The flowers are borne singly or in pairs on a peduncle from 5 to 30 mm long, with bracts from 2 to 5 mm long at the base, the individual flowers on pedicels being from 5 to 25 mm long. The five sepals are hairy, from 6 to 8 mm in length, and the petals are usually scarlet, rarely white. The standard petal is from 13 to 23 mm long, the wings from 12 to 18 mm long, and the keel from 12 to 22 mm long. Flowering occurs from April to November, and the fruit is a flattened cylindrical pod from 20 to 50 mm in length.

==Taxonomy==
Kennedia prostrata was first formally described by Robert Brown in 1812 in Hortus Kewensis. The specific epithet (prostrata) means "prostrate".

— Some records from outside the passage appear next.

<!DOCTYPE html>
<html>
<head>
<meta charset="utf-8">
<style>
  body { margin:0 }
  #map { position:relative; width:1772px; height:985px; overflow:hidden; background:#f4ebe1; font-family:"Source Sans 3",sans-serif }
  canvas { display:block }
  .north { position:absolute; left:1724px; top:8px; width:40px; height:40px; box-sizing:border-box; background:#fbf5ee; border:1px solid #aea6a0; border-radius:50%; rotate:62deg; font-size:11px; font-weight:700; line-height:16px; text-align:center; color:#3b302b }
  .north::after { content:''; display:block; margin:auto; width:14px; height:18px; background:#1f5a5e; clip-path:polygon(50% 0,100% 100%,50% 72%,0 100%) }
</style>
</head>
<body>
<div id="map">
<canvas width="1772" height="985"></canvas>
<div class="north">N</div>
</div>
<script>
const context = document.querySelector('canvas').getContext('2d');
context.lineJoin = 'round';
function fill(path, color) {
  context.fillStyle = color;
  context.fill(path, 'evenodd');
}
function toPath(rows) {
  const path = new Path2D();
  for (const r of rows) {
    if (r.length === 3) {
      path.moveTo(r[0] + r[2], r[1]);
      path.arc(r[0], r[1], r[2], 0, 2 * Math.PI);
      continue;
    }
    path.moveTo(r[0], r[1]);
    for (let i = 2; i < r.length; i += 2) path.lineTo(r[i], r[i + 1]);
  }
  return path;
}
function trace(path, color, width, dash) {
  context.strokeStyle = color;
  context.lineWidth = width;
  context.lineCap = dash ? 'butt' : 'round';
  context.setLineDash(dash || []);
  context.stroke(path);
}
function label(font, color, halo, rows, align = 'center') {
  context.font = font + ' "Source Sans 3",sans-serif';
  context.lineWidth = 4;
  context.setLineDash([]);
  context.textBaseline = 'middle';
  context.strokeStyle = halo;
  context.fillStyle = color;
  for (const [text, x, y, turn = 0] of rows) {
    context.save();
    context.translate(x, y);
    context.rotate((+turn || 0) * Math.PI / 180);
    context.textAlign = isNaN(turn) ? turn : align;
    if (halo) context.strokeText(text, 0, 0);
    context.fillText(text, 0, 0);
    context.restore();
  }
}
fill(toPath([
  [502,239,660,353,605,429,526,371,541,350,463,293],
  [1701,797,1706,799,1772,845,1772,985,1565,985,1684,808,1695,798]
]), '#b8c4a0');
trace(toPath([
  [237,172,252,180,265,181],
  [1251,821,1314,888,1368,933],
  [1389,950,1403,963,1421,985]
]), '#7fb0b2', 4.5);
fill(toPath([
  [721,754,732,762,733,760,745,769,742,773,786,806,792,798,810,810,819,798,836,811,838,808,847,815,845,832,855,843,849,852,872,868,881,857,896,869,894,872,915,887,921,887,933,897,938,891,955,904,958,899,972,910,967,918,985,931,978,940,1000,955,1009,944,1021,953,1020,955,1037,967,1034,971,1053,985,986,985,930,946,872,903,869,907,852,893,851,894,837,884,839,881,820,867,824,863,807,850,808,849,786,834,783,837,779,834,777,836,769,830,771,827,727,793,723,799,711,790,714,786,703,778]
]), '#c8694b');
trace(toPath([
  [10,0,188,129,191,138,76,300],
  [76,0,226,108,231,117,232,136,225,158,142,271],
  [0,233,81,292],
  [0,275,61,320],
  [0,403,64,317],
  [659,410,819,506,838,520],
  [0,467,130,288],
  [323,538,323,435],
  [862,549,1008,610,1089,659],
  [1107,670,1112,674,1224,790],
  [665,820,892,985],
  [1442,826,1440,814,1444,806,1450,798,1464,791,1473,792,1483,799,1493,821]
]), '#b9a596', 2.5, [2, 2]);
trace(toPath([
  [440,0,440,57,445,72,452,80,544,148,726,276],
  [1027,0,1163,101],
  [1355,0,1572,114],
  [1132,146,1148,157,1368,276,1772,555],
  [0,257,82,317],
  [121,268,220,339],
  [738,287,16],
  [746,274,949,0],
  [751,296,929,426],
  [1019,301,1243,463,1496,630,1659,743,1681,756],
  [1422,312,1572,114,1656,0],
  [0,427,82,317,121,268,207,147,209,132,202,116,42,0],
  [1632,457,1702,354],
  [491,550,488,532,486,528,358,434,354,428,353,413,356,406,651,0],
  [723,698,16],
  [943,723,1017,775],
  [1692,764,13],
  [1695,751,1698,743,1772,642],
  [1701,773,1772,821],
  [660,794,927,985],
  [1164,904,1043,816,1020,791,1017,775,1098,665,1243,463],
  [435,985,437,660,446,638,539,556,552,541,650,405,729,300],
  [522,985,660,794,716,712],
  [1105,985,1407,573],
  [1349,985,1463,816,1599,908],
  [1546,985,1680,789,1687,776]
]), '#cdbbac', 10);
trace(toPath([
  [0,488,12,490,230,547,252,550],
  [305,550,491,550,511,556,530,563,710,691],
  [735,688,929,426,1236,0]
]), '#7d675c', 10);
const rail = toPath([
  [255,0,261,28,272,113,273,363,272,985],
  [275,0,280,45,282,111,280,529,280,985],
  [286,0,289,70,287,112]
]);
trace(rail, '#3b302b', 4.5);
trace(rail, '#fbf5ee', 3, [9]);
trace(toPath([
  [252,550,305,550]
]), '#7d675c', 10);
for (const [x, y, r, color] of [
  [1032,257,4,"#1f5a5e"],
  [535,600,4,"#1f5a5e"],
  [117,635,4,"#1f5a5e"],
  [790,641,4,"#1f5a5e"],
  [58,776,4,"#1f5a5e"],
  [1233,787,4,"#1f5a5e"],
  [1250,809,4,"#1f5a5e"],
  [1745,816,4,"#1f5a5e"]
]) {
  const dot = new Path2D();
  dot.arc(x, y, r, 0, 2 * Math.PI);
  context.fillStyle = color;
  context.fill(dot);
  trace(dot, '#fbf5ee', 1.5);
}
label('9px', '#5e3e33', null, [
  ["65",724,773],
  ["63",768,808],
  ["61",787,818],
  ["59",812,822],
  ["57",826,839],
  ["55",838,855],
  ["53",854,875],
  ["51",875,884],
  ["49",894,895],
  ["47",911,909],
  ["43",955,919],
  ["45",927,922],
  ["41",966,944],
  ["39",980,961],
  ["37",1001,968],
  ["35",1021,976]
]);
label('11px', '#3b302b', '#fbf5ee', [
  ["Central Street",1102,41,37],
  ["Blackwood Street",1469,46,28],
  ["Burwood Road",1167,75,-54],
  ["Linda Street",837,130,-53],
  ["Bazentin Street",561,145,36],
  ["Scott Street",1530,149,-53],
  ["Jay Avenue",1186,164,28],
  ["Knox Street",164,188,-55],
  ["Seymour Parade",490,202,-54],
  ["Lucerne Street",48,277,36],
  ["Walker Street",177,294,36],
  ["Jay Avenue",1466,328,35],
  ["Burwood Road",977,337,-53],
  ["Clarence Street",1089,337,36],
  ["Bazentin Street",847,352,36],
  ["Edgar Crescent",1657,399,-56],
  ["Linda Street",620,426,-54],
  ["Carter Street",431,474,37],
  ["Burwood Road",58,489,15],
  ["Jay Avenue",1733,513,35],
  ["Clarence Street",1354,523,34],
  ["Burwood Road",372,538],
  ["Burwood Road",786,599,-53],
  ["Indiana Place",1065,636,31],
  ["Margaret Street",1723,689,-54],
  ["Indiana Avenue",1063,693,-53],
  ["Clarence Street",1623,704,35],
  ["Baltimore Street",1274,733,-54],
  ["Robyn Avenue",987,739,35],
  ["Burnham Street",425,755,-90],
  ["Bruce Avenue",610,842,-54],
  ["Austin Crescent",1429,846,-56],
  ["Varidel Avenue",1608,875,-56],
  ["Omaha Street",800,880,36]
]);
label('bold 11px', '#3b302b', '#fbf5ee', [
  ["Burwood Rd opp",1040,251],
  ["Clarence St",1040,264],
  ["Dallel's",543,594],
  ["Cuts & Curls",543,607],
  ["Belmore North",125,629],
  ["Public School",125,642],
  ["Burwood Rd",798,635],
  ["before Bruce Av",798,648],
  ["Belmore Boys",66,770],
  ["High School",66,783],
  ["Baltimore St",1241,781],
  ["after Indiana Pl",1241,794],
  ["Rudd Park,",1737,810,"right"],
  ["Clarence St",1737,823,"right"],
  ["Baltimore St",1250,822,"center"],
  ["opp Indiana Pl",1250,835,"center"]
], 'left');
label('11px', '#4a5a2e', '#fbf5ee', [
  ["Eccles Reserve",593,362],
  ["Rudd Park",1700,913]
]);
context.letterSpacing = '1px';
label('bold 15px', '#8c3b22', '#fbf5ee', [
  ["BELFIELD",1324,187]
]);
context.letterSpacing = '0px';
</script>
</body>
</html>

==Distribution and habitat==
Running postman occurs in all Australian states and territories, except Queensland and the Northern Territory, and grows in a variety of habitats, often on coastal sand dunes and on rock outcrops.

==Use in horticulture==
The species is naturally adapted to sandy or lighter soils and prefers a sunny position. A widely cultivated species, it grows in temperate to subtropical areas and is hardy in most situations.